Homework sets are due by 5pm on Mondays, Wednesdays, or Fridays as per the calendar above. I ask that you please make your best effort to meet the deadline. If you can't, for whatever reason, I have no problem granting homework extensions. If you can't make the deadline, don't give me an excuse. Just tell me you need a few more days and that's it. That said, do not abuse that prerogative, if you are late a couple of times in the term, that's OK. If you are late more than that you need to organize your time better.

There is a drop box for you to hand in your homework at the ESE office. You have to drop your homework in that box by 5pm on the due date.

The class has two TAs to help you out with homework: Luiz Chamon and Kate Tolstaya. Office hours can be found here. Emails about homework or anything related to the course should be sent to ese303@seas.upenn.edu.

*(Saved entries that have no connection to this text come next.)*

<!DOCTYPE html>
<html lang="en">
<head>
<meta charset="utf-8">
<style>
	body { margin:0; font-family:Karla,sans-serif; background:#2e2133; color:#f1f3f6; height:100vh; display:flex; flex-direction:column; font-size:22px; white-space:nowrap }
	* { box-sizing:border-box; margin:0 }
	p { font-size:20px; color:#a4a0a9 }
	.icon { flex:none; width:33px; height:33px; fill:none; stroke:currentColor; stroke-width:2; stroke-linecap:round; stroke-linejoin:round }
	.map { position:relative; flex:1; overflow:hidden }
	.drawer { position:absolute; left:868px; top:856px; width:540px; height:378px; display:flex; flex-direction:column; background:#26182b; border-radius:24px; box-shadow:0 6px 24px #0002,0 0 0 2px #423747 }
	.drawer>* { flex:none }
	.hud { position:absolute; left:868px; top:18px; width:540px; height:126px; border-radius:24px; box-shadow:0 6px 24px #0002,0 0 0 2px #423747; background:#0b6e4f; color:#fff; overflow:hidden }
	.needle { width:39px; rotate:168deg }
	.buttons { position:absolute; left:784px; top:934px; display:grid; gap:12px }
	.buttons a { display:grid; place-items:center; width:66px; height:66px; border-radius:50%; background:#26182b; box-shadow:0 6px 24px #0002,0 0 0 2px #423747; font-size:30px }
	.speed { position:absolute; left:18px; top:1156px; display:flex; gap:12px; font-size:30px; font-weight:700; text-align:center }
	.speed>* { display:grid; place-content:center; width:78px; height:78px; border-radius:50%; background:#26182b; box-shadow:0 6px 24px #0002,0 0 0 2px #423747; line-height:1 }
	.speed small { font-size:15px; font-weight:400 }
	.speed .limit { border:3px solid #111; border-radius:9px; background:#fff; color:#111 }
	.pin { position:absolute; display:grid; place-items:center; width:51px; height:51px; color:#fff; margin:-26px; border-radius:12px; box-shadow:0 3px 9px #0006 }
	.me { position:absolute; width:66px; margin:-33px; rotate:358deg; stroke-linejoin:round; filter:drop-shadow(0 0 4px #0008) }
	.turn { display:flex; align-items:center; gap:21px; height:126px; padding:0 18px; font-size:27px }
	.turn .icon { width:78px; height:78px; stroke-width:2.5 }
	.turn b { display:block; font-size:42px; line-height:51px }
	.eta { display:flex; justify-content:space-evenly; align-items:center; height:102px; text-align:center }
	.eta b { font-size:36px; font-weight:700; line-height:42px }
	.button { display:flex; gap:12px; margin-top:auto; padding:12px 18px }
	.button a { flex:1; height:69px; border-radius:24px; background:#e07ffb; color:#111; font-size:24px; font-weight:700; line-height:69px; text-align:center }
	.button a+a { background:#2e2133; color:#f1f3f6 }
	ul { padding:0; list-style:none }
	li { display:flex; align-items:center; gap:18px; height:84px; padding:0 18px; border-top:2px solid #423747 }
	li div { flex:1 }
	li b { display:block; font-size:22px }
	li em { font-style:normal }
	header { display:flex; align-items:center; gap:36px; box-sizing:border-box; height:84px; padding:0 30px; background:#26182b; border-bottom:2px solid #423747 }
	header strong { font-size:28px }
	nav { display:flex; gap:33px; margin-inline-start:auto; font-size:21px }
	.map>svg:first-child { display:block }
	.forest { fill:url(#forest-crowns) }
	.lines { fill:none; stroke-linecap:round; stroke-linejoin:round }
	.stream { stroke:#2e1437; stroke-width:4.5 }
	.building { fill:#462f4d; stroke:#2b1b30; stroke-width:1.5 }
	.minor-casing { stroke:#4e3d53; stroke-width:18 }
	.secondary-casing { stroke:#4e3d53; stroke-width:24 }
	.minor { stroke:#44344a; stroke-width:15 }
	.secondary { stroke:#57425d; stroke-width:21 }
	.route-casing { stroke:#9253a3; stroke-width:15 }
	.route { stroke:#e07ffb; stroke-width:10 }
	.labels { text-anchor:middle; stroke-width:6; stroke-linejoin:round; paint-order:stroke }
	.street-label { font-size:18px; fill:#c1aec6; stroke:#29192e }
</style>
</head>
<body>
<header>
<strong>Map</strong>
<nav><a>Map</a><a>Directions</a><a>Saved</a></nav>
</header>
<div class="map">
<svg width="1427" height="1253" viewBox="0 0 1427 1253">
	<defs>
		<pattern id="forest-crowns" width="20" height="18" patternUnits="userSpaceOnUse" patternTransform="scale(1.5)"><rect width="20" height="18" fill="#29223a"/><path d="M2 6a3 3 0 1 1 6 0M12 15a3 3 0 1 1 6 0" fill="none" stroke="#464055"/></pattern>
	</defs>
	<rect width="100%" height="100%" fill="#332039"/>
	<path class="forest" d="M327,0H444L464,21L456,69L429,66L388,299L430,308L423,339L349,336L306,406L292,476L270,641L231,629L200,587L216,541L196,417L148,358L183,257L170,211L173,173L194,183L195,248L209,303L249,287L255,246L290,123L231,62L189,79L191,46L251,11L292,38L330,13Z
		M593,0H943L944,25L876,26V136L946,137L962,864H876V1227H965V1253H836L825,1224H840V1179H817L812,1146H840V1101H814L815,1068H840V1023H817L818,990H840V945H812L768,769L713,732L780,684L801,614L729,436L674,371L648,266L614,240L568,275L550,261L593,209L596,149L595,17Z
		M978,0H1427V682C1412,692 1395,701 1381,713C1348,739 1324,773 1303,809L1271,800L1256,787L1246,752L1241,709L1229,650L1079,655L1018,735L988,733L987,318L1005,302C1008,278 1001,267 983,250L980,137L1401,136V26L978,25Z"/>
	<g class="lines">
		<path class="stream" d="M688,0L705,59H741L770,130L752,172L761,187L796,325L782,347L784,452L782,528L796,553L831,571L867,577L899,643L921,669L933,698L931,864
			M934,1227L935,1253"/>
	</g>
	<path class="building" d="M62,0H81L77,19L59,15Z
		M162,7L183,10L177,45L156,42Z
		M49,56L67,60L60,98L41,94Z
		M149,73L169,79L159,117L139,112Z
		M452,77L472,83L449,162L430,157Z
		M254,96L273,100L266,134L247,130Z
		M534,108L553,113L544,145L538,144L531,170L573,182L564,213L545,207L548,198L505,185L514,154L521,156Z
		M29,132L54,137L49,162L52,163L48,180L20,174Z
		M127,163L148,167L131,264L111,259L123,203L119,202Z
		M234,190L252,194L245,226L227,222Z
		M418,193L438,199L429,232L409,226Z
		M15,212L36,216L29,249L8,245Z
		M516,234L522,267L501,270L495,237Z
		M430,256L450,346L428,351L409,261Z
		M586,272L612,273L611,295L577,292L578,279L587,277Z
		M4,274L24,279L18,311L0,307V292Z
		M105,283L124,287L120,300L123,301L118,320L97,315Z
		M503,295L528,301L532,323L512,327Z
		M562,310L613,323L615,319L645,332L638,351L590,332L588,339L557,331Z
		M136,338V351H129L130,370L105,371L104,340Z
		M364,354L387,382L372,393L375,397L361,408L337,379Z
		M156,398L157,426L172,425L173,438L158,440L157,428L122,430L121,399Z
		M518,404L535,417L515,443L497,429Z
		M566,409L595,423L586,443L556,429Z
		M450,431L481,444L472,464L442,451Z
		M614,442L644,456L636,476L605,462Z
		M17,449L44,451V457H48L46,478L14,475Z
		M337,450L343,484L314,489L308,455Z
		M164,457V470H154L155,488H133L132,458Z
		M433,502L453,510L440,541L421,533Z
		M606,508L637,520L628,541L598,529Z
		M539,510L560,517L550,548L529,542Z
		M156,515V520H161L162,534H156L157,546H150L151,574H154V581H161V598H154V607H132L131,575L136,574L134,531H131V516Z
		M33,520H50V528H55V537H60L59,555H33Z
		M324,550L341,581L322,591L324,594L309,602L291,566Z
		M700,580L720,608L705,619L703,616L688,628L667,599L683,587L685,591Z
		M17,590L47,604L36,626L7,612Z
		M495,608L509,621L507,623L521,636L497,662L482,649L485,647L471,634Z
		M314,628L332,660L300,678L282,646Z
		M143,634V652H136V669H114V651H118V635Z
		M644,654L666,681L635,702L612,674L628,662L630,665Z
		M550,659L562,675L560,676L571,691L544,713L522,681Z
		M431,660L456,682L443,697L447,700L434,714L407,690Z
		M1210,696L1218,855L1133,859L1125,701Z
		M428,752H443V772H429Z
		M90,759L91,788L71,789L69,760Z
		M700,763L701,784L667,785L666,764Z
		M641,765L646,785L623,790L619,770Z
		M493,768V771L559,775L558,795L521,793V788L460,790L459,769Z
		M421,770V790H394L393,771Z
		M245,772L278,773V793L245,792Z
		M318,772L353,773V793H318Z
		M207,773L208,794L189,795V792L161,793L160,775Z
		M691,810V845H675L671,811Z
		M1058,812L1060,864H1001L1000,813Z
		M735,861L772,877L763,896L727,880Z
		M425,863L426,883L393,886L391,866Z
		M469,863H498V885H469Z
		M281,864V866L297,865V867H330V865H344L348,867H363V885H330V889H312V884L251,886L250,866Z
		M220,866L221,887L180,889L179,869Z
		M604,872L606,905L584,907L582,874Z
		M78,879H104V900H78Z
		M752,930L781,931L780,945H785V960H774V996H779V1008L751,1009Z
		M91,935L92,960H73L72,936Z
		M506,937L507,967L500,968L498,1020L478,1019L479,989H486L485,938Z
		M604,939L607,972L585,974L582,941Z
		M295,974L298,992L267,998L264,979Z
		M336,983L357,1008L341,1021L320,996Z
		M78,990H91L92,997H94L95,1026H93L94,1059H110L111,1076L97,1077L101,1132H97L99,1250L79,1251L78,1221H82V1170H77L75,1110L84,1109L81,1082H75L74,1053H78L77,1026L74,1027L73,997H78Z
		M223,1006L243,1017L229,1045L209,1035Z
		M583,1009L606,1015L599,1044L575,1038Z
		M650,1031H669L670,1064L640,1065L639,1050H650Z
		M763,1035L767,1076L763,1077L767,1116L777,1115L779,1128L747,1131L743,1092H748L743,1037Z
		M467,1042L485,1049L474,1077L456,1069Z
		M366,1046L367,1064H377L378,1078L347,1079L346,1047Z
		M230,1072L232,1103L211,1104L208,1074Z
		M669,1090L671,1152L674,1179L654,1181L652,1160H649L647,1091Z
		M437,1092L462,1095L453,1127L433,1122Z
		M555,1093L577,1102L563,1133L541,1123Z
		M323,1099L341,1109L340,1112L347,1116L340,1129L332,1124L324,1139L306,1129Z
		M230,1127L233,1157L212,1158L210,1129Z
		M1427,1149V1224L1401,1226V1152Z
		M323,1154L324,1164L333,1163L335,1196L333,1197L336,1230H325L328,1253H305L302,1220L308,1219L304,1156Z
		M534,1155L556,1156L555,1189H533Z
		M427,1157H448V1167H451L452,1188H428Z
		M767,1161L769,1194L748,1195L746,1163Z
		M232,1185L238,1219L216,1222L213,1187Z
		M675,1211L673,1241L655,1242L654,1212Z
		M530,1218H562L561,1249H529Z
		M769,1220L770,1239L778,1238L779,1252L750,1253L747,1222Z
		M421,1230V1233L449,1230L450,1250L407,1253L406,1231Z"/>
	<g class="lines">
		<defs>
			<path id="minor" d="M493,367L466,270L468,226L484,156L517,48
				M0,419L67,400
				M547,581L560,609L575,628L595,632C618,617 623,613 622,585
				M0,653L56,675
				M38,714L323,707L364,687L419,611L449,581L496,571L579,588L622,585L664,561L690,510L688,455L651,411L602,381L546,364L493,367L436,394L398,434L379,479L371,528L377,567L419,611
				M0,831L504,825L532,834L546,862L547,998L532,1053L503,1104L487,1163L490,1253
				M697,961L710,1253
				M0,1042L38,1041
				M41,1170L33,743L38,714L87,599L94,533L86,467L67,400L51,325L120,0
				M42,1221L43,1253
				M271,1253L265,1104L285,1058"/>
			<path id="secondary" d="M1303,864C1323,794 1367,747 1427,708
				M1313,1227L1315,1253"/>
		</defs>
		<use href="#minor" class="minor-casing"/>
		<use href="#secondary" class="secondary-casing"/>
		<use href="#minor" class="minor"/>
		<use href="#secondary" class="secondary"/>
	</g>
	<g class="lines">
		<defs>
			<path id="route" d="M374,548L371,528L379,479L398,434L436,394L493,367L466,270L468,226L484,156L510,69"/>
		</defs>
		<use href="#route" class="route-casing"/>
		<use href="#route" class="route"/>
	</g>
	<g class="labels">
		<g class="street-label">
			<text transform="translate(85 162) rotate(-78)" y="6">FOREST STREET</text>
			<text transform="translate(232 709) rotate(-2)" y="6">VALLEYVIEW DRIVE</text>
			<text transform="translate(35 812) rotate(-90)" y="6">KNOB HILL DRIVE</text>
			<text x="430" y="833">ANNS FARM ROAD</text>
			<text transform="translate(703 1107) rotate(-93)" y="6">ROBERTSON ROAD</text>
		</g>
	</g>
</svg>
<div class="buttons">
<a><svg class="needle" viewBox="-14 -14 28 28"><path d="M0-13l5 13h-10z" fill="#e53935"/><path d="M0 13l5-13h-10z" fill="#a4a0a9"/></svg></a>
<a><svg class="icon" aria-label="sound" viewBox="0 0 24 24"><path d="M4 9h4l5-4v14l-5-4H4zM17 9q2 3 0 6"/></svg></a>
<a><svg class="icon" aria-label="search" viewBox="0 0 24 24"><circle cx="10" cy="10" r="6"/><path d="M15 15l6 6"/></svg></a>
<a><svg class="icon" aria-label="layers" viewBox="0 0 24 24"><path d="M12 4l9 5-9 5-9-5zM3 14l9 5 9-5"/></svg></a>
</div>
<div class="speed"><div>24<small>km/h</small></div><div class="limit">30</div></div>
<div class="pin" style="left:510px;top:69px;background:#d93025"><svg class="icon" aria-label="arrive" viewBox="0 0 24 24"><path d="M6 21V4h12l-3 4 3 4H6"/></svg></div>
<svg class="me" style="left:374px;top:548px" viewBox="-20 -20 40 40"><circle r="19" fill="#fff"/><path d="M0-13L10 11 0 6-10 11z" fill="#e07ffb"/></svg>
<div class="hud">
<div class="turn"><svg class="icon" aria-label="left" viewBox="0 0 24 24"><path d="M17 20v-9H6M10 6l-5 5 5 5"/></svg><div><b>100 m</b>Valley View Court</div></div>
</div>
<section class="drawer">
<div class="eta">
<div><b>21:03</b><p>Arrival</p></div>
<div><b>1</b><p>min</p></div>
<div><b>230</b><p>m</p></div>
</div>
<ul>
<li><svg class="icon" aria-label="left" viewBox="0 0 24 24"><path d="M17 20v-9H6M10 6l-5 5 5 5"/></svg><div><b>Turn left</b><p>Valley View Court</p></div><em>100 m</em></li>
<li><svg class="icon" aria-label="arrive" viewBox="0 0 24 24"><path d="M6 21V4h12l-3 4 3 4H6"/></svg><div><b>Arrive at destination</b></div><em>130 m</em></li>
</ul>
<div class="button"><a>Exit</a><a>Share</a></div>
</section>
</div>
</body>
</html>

## Policy on grading, collaboration and use of posted solutions

The purpose of homework is to help you learn. Their implication in your final grade is mostly irrelevant. For each of the sets you will get a grade of 0, 1, or 2. You will get 1 point if the work is well done, 2 points if it is very well done. You will get no points if you skip the assignment. Occasionally, we'll give you 3 points for work that is exceptional in some way. The typical grading distribution includes 10 no shows, 45 to 50 very good sets receive a 2, 2 or 3 students receive a 1, and one student receives a 3. That means that at the end of the term almost all of you will have between 26 and 29 homework points as long as you don't skip homework. The points are essentially given for hard work. Therefore, it is foolish of you to use collaboration or posted solutions to avoid doing work. It'll prevent you from learning and you won't gain any advantage with respect to your peers. Despite of this we are aware that some of you will, for example, hand in the posted solution as your own. This is not only foolish but unethical. If you engage in unethical behavior you will get no points for the assignment and I will recommend that you drop the class and retake it next year.

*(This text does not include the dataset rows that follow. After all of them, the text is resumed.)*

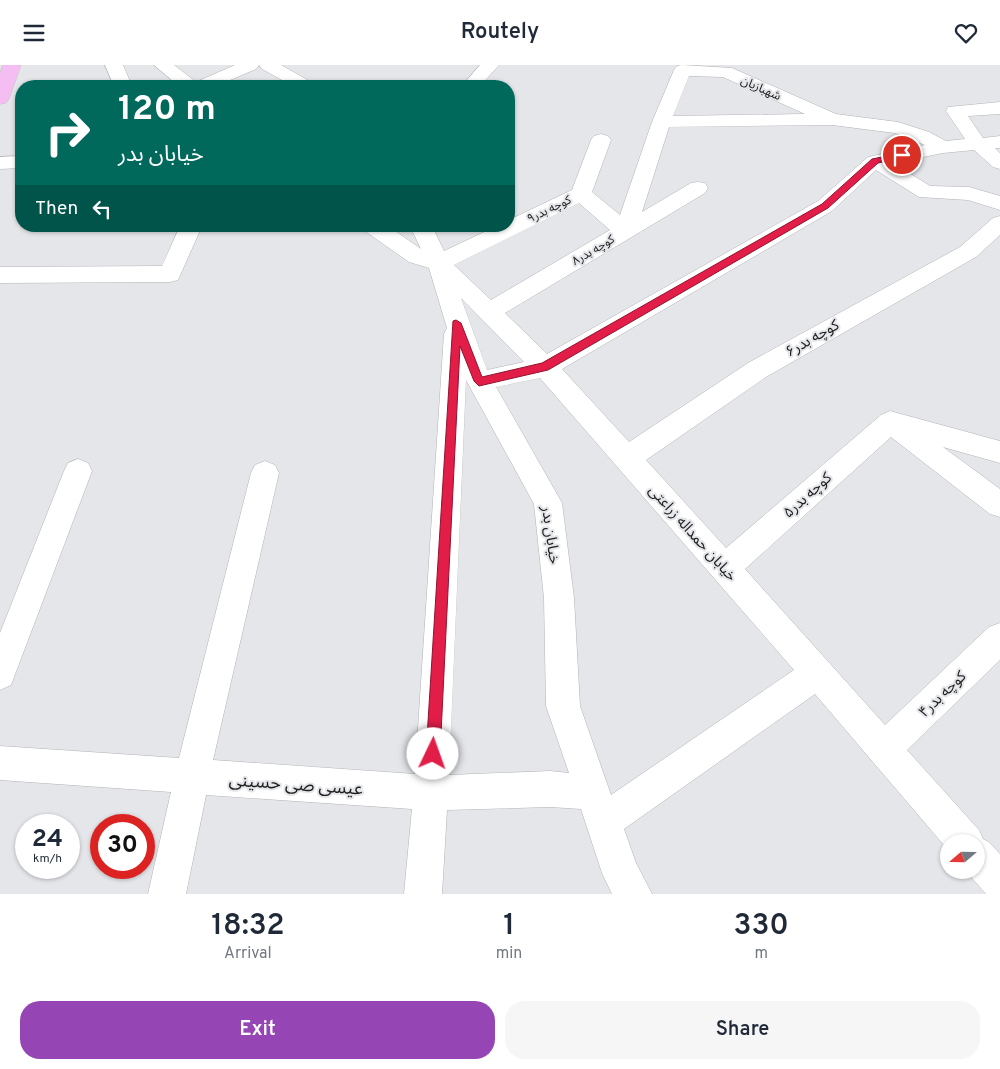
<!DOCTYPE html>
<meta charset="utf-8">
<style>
body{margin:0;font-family:Overpass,"Noto Sans Arabic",sans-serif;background:#f6f6f7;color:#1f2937;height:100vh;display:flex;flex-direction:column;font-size:19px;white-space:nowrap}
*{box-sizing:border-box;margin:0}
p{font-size:16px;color:#747a83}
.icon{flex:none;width:28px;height:28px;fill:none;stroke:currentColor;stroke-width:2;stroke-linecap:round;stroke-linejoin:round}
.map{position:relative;height:829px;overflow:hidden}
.details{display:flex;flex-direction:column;background:#fff;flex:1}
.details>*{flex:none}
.top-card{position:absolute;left:15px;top:15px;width:500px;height:152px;border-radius:20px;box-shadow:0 1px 4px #0004;background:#00695c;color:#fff;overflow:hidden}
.needle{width:32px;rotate:250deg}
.fabs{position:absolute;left:940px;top:769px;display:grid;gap:10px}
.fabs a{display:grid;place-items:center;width:45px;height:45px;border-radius:50%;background:#fff;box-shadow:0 1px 4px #0004;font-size:25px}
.speed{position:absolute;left:15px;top:749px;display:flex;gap:10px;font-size:25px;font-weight:700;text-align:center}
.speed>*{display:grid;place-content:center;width:65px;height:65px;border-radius:50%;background:#fff;box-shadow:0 1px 4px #0004;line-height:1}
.speed small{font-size:12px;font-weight:400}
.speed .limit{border:8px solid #d22;background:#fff;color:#111}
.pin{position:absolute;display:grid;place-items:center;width:42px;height:42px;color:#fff;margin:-21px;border:2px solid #fff;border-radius:50%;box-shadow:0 1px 5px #0007}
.me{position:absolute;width:55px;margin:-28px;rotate:3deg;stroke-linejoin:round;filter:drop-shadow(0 0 4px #0008)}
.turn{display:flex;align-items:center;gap:18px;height:105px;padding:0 20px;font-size:22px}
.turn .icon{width:65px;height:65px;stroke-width:2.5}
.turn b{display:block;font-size:35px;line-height:42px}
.then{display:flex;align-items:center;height:48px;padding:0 20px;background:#0003;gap:10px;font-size:19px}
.eta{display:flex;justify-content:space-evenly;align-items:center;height:85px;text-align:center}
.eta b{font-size:30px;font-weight:600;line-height:35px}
.action{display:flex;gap:10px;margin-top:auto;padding:10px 20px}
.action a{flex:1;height:58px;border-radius:20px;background:#9545b4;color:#fff;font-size:20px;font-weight:600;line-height:58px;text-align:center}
.action a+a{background:#f6f6f7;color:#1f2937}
header{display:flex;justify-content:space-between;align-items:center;height:65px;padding:0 20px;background:#fff;font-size:22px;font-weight:600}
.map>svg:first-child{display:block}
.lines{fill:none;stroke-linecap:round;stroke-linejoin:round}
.minor-casing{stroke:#b2b3b6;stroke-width:1}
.major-casing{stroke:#c4c4c5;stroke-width:1}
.minor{fill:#fff;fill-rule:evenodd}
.major{fill:#f5bef3;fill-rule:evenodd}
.route{fill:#e11d48;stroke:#92132f}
.labels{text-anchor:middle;stroke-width:4;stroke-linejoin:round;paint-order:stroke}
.far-street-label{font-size:12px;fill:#1e1e1f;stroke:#e5e6ea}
.street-label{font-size:15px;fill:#1e1e1f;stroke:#e5e6ea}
.near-street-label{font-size:18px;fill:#1e1e1f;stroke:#e5e6ea}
</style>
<header><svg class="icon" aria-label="menu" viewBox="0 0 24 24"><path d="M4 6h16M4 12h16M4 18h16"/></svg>Routely<svg class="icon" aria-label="heart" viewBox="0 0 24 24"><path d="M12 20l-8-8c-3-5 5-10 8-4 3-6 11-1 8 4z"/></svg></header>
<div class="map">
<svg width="1000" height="829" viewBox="0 0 1000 829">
<rect width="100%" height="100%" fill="#e5e6ea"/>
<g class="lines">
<defs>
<path id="minor" d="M105,0H123L132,21H114Z
M154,0H174L196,17L235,0H259L256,4L216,21H179Z
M259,0H281L311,17L314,21H293L262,4Z
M480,0H499L480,21H462Z
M682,0L732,3L836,49L898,57L929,67L946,76L965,74L946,46L948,42L1000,37V49L968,51L983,73L1000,71V83H995L1000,88V104L993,102L974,85L943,88L893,98L930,121L969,122L1000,131V145L968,135L919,132L876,105L832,146L562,304L629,377L748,298L960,182L993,153L1000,151V170L976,192L766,312L646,395L726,483L881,350L890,346L1000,376V398L943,382L1000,424V452L990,449L891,372L745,504L885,660L989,562L1000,558V595L907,685L979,765L983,774L989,777L1000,789V829H986L965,805H976V778H949V786L815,629L624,764L636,798L652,829H612L602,808L581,744L550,742L447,745L442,829H404L412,744L206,730L186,829H148L171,727L0,715V681L179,693L251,408L255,400L265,396L275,400L279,408L213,695L415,709L444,269L447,263L429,203L409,197L365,166L363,161H388L421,184L410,161H432L444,186L497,161H509V155L572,125L591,75L594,71L601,69L608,71L611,75L592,127L620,150L652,57L674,5L677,1ZM689,11L723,12L805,49L673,51ZM832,60L895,68L925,80L868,92L818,136L547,289L505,248L705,128L708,123L705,118L698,117L691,118L642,147L669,62ZM579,138L610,165L491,235L454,200ZM461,233L524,297L487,305ZM540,313L794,605L611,730L580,641L574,533L562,438L496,322ZM466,315L534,439L544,533L546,641L569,708L550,706L449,710Z
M21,91V103L0,104V92Z
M180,161H202L178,215L170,217L0,218V202L162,201Z
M78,394L88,398L92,406L11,620L0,625V568L64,406L68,398Z"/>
<path id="major" d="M3,0H21L9,34L6,38L0,39V9Z"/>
</defs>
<use href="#minor" class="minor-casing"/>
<use href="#major" class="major-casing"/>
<use href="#minor" class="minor"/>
<use href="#major" class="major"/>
</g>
<path class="route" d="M902,88L906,90L905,92L878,98L828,143L548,305L479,321L474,316L460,281L440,689L438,694L433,696L428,694L426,689L453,256L456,255L461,258L482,312L542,298L822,139L872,94Z"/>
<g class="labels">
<g class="far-street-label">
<text transform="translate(761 23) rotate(24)" y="4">شهبازیان</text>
<text transform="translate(549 144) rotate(-26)" y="4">کوچه بدر۹</text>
<text transform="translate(593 185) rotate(-31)" y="4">کوچه بدر۸</text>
</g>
<g class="street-label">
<text transform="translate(812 273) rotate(-30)" y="5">کوچه بدر۶</text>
<text transform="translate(807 430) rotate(-42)" y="5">کوچه بدر۵</text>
<text transform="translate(693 468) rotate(48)" y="5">خیابان حمداله زراعتی</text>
<text transform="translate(551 470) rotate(82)" y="5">خیابان بدر</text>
<text transform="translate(942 629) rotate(-44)" y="5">کوچه بدر۴</text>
</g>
<g class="near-street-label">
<text transform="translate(296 719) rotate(4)" y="6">عیسی صی حسینی</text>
</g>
</g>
</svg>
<div class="fabs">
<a><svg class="needle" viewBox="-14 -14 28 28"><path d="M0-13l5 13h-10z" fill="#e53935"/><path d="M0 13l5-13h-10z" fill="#747a83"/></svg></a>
</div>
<div class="speed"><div>24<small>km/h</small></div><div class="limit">30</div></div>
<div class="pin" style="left:902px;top:90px;background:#d93025"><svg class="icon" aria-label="arrive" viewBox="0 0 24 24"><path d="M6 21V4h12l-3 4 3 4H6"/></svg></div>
<svg class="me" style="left:433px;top:689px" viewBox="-20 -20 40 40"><circle r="19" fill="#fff"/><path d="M0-13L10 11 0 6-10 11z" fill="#e11d48"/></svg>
<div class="top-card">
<div class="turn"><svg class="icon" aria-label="right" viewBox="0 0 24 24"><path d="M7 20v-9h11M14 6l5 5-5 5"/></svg><div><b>120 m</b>خیابان بدر</div></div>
<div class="then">Then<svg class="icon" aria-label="left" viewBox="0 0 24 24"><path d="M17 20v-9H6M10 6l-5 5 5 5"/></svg></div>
</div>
</div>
<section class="details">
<div class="eta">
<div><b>18:32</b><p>Arrival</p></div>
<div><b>1</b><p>min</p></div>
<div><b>330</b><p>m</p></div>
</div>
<div class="action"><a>Exit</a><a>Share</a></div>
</section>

Going back to the topic of learning, collaboration with peers is allowed and encouraged. If you are struggling with the material, your classmates are a more valuable resource than the teaching staff. If you are doing well in the class, there is no better use of your time than helping your peers. It is a very surprising fact of life that happiness is to be found when you give to someone, not when you receive from someone. The appropriate use of the posted solution is whatever you think helps you learn best. In general, that means you do not look at it after you submit your solution. Work on the assignment and try to make progress. If you're stuck, go talk with a classmate. If you are still stuck go talk with the TAs. Then come talk with me. After you submit your solution look at ours, it may teach you one or two extra things.